Gallor, S. (2017). A social justice approach to undergraduate psychology education: Building cultural diversity, inclusion, and sensitivity into teaching, research, and service. Psi Chi Journal of Psychological Research, 22(4), 254-257. Retrieved from Academic Search Complete, http://proxy.marybaldwin.edu:2048/login?url=http://search.ebscohost.com/login.aspx?direct=true&db=a9h&AN=127678604&site=ehost-live.
Grafton is excited to offer access to multiple video databases for your classroom use. You can show your students one or more segments in class or provide a link through Blackboard for them to watch on their own time. When providing students with an embedded video or link in Blackboard, it is a good practice to also give them the name of the video and the database where it can be found. This way, in case the link or embedded video doesn't work, students can navigate to the video on their own.
If you have any problems adding content to your Blackboard classes, please contact a librarian. We're happy to help!
Films on Demand boasts almost twenty thousand titles on a wide variety of subjects. It is important to note that if you use the URL in your address bar to link your students to a film of interest in Films on Demand, your students will be met instead with a confusing log-in page to which they do not have credentials. Avoid this by using the Title URL located below the video player. These permanent or stable URLs should reliably link your students to the material you wish for them to see.
It's always a good idea to provide your students with the title of the video you would like them to watch so that if they do encounter difficulties they can search Films on Demand from the resources on the library website.
You can also embed Films on Demand videos into your electronic course material by copying and pasting the code exposed when you click Embed under the video player.
All titles are broken up into segments. Segments can be helpful if you have a specific portion of a video you would like to share with your class, but you do not want to waste valuable class time with the minutes of material prior to the portion you would like your students to see. Films on Demand also allows you to create custom segments. Custom segments are great for when your desired information is much smaller than the premade segments, or crosses multiple segments.
To create a custom segment you must create an account in Films on Demand. This is free for you as a member of the Mary Baldwin Community.
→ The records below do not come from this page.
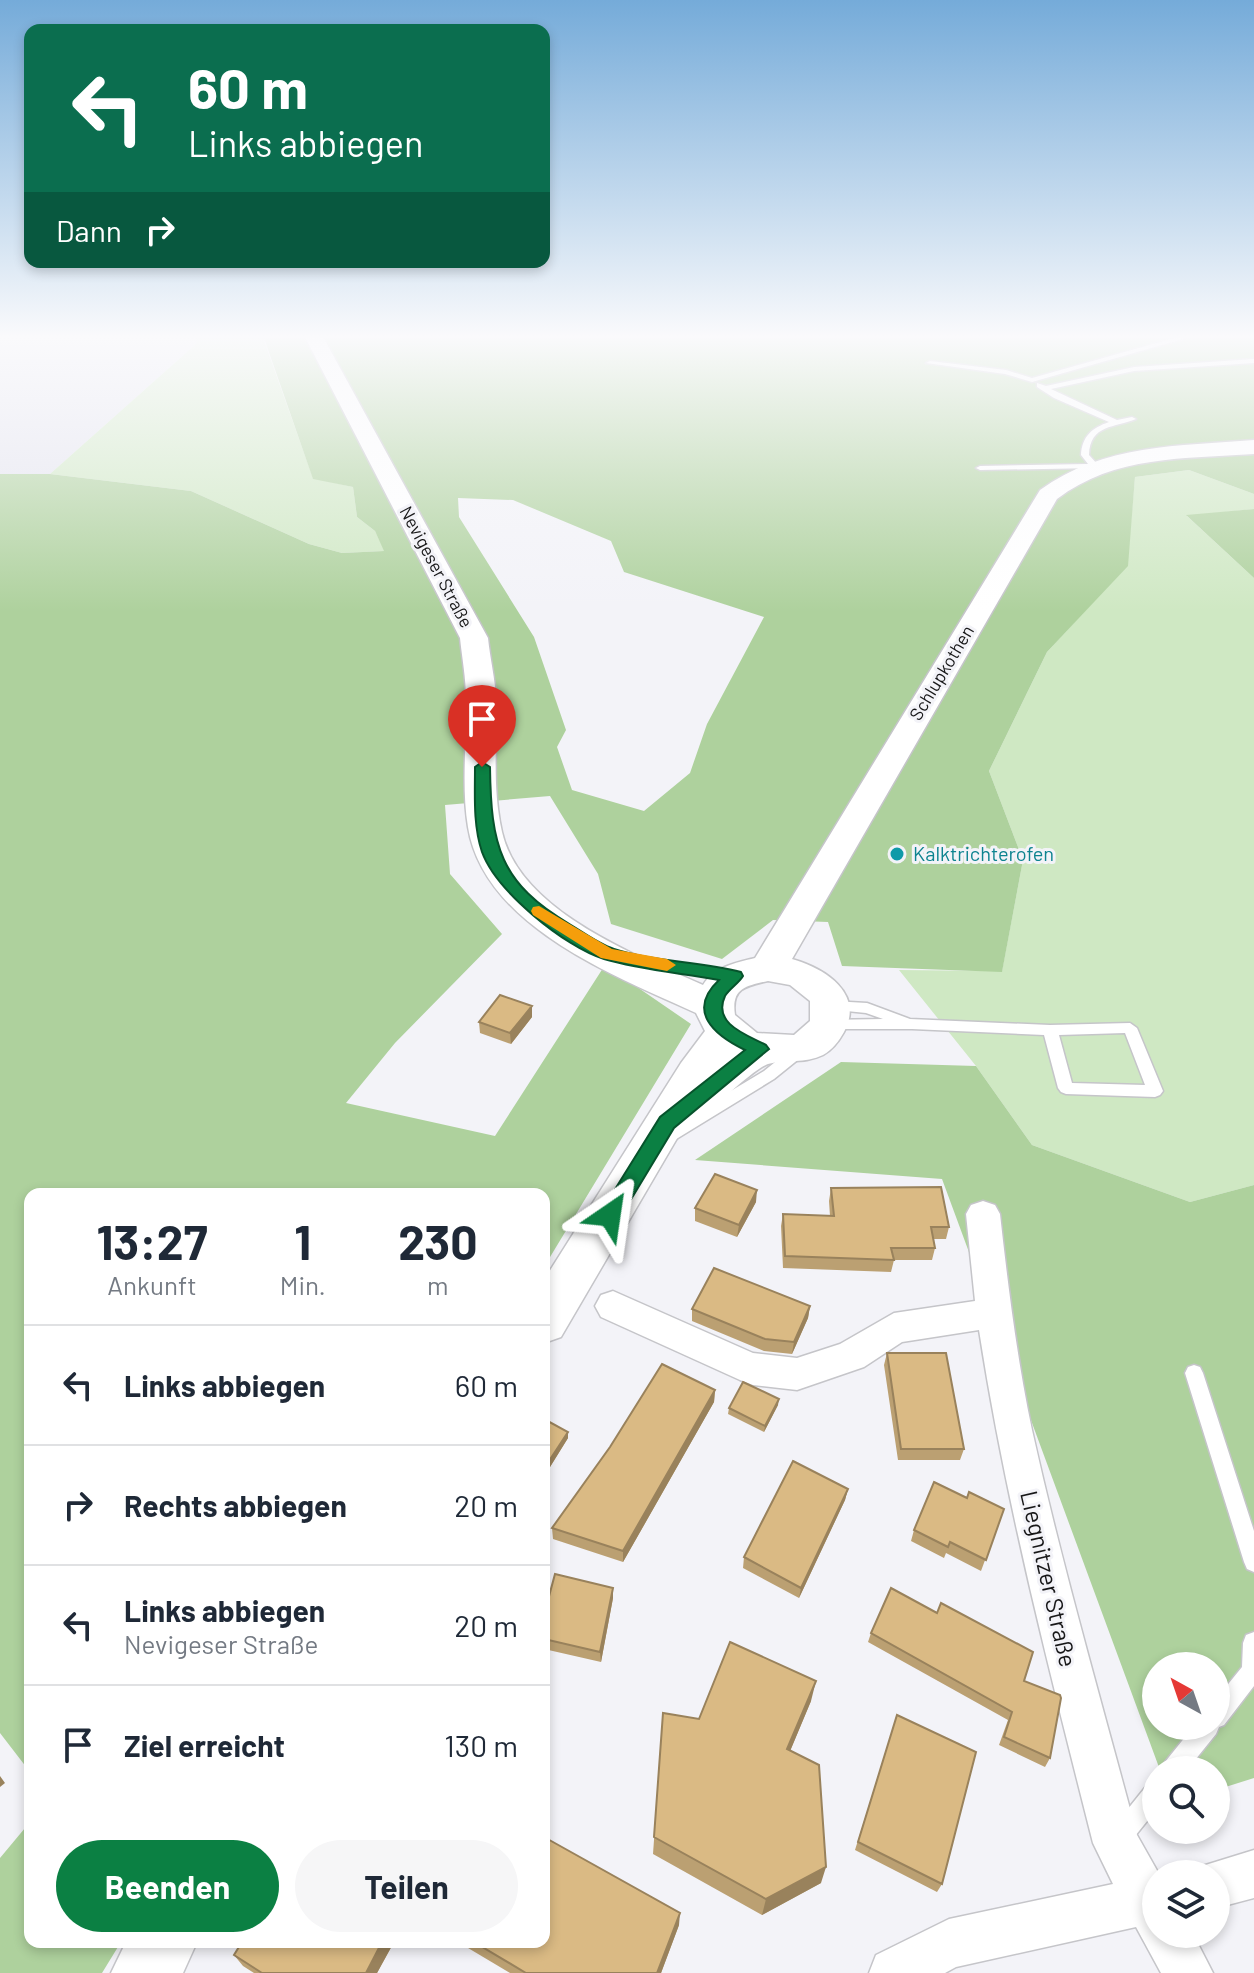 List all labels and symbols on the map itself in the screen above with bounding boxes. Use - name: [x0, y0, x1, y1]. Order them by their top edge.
- street label: Nevigeser Straße: [396, 502, 478, 631]
- street label: Schlupkothen: [904, 621, 978, 724]
- pin: [448, 685, 516, 767]
- place label: Kalktrichterofen: [913, 841, 1054, 865]
- marker: Kalktrichterofen: [888, 845, 906, 863]
- position arrow: [568, 1173, 652, 1257]
- street label: Liegnitzer Straße: [1015, 1488, 1084, 1670]
- north arrow: [1142, 1652, 1230, 1740] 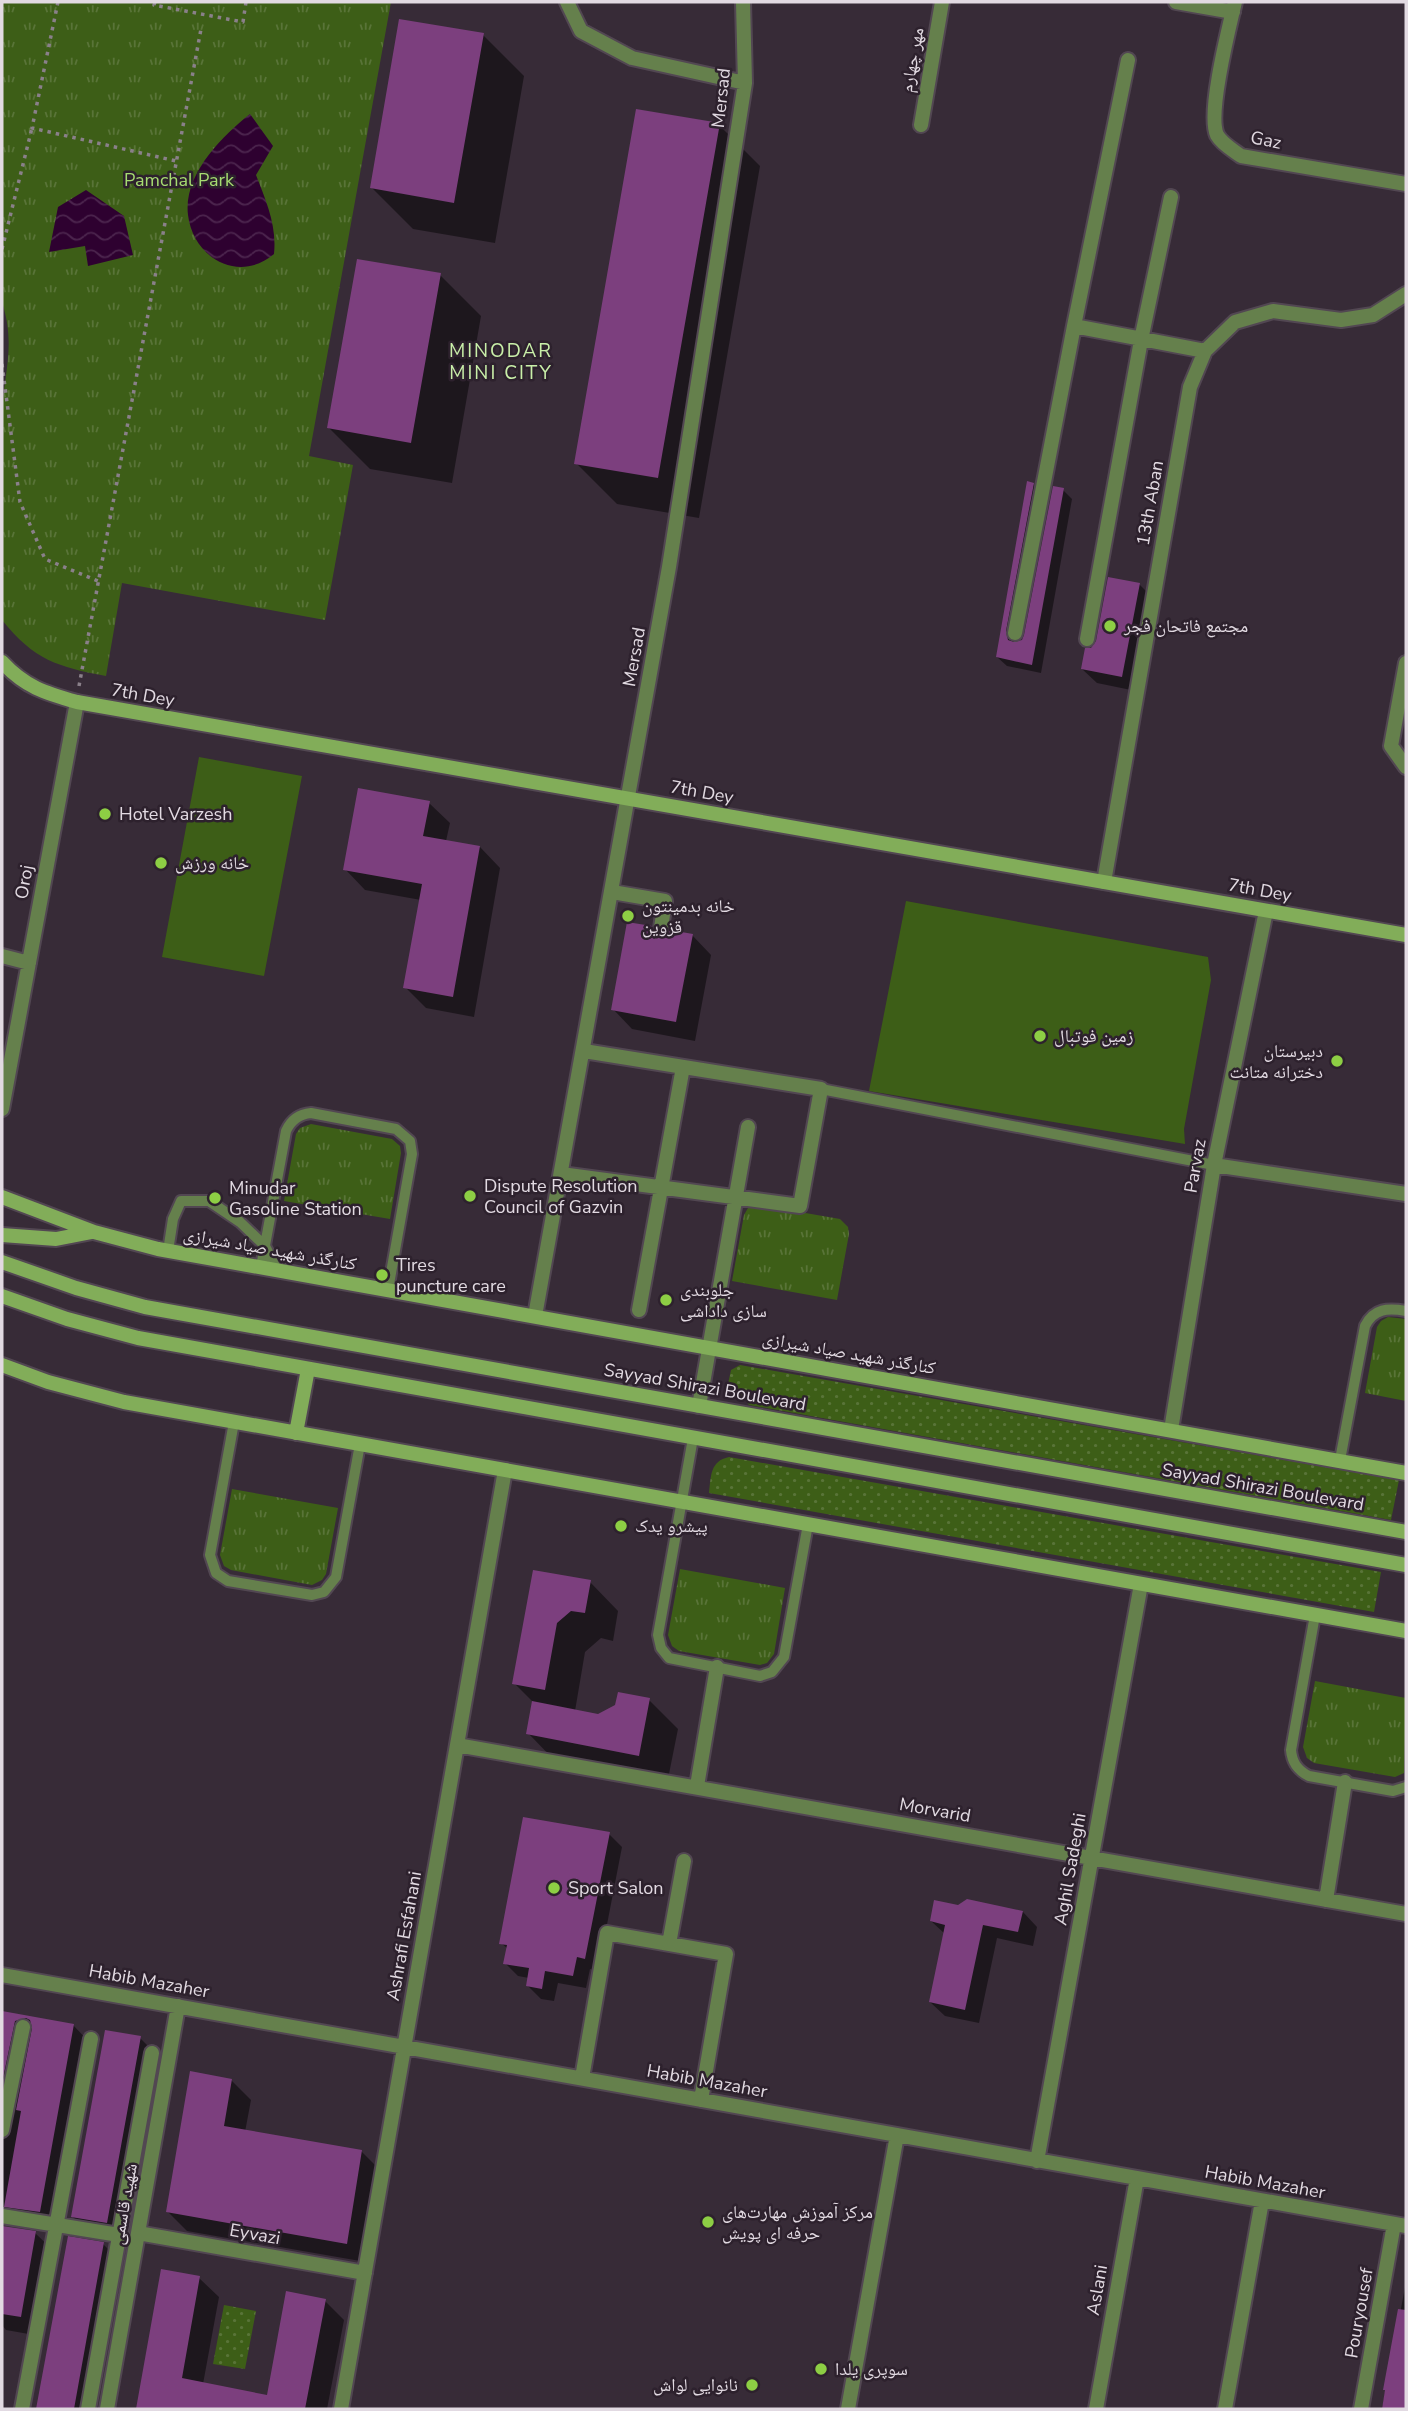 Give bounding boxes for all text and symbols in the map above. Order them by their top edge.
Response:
street label: مهر چهارم [894,26,930,94]
street label: Mersad [706,67,736,129]
street label: Gaz [1248,125,1284,155]
park label: Pamchal Park [124,168,235,192]
district label: MINODAR MINI CITY [449,338,553,386]
street label: 13th Aban [1131,459,1169,547]
place label: مجتمع فاتحان فجر [1123,614,1248,638]
marker: مجتمع فاتحان فجر [1102,618,1118,634]
street label: Mersad [617,625,651,689]
street label: 7th Dey [109,678,177,713]
street label: 7th Dey [668,775,736,810]
place label: Hotel Varzesh [119,802,232,826]
marker: Hotel Varzesh [97,806,113,822]
place label: خانه ورزش [175,851,249,875]
marker: خانه ورزش [153,855,169,871]
street label: Oroj [9,863,39,901]
street label: 7th Dey [1226,873,1294,908]
place label: خانه بدمینتون قزوین [642,894,735,939]
marker: خانه بدمینتون قزوین [620,908,636,924]
place label: زمین فوتبال [1054,1024,1134,1048]
marker: زمین فوتبال [1032,1028,1048,1044]
place label: دبیرستان دخترانه متانت [1229,1039,1323,1084]
marker: دبیرستان دخترانه متانت [1329,1053,1345,1069]
street label: Parvaz [1178,1137,1212,1195]
place label: Dispute Resolution Council of Gazvin [484,1174,637,1219]
place label: Minudar Gasoline Station [229,1176,362,1221]
marker: Dispute Resolution Council of Gazvin [462,1188,478,1204]
marker: Minudar Gasoline Station [207,1190,223,1206]
street label: کنارگذر شهید صیاد شیرازی [182,1222,359,1276]
place label: Tires puncture care [396,1253,506,1298]
marker: Tires puncture care [374,1267,390,1283]
place label: جلوبندی سازی داداشی [680,1278,767,1323]
marker: جلوبندی سازی داداشی [658,1292,674,1308]
street label: کنارگذر شهید صیاد شیرازی [761,1326,938,1380]
street label: Sayyad Shirazi Boulevard [602,1357,808,1417]
street label: Sayyad Shirazi Boulevard [1160,1457,1366,1517]
place label: پیشرو یدک [635,1514,708,1538]
marker: پیشرو یدک [613,1518,629,1534]
street label: Morvarid [897,1792,973,1828]
street label: Aghil Sadeghi [1048,1811,1092,1927]
street label: Ashrafi Esfahani [381,1869,427,2003]
place label: Sport Salon [568,1876,664,1900]
marker: Sport Salon [546,1880,562,1896]
street label: Habib Mazaher [87,1959,212,2004]
street label: Habib Mazaher [645,2059,770,2104]
street label: Habib Mazaher [1203,2160,1328,2205]
street label: شهید قاسمی [105,2161,143,2247]
place label: مرکز آموزش مهارت‌های حرفه ای پویش [722,2200,873,2245]
marker: مرکز آموزش مهارت‌های حرفه ای پویش [700,2214,716,2230]
street label: Eyvazi [228,2218,282,2250]
street label: Aslani [1081,2263,1113,2317]
street label: Pouryousef [1339,2265,1379,2360]
place label: سوپری یلدا [835,2357,908,2381]
marker: سوپری یلدا [813,2361,829,2377]
place label: نانوایی لواش [653,2373,738,2397]
marker: نانوایی لواش [744,2377,760,2393]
Find the My Films link in the upper right hand corner of your screen and use this drop down menu to create an account or log-in.
Once you have created an account, navigate to the video you would like to create a custom segment of, then click the Custom Segment button under the video viewer and set the start and end times of your custom segment.
You may need to refresh your page, but after you specify the beginning and end of your custom segment and click Create Segment, it should appear in the segment box to the right under custom segments.
Now, whenever you are logged in and viewing the video where you created your custom segment, it will be waiting for you.
The Streaming collection of Media Education Foundations videos through Kanopy gives you instant access to some of MEF's most popular titles. Find the video you would like to share with your students and copy and paste the URL in the address bar at the top of your screen into an e-mail or Blackboard for your students.
You can also embed an MEF video into Blackboard or other electronic course material by copying and pasting the code revealed when you click Embed under your video of choice.
The Library manages print reserves, primarily books from the library's collection or faculty copies and DVDs, while e-reserves are managed by faculty through Blackboard. To place an item on reserve, please contact Grafton's Access Services Coordinator or stop by the front desk of the library. Please allow at least 48 hours for items to be processed.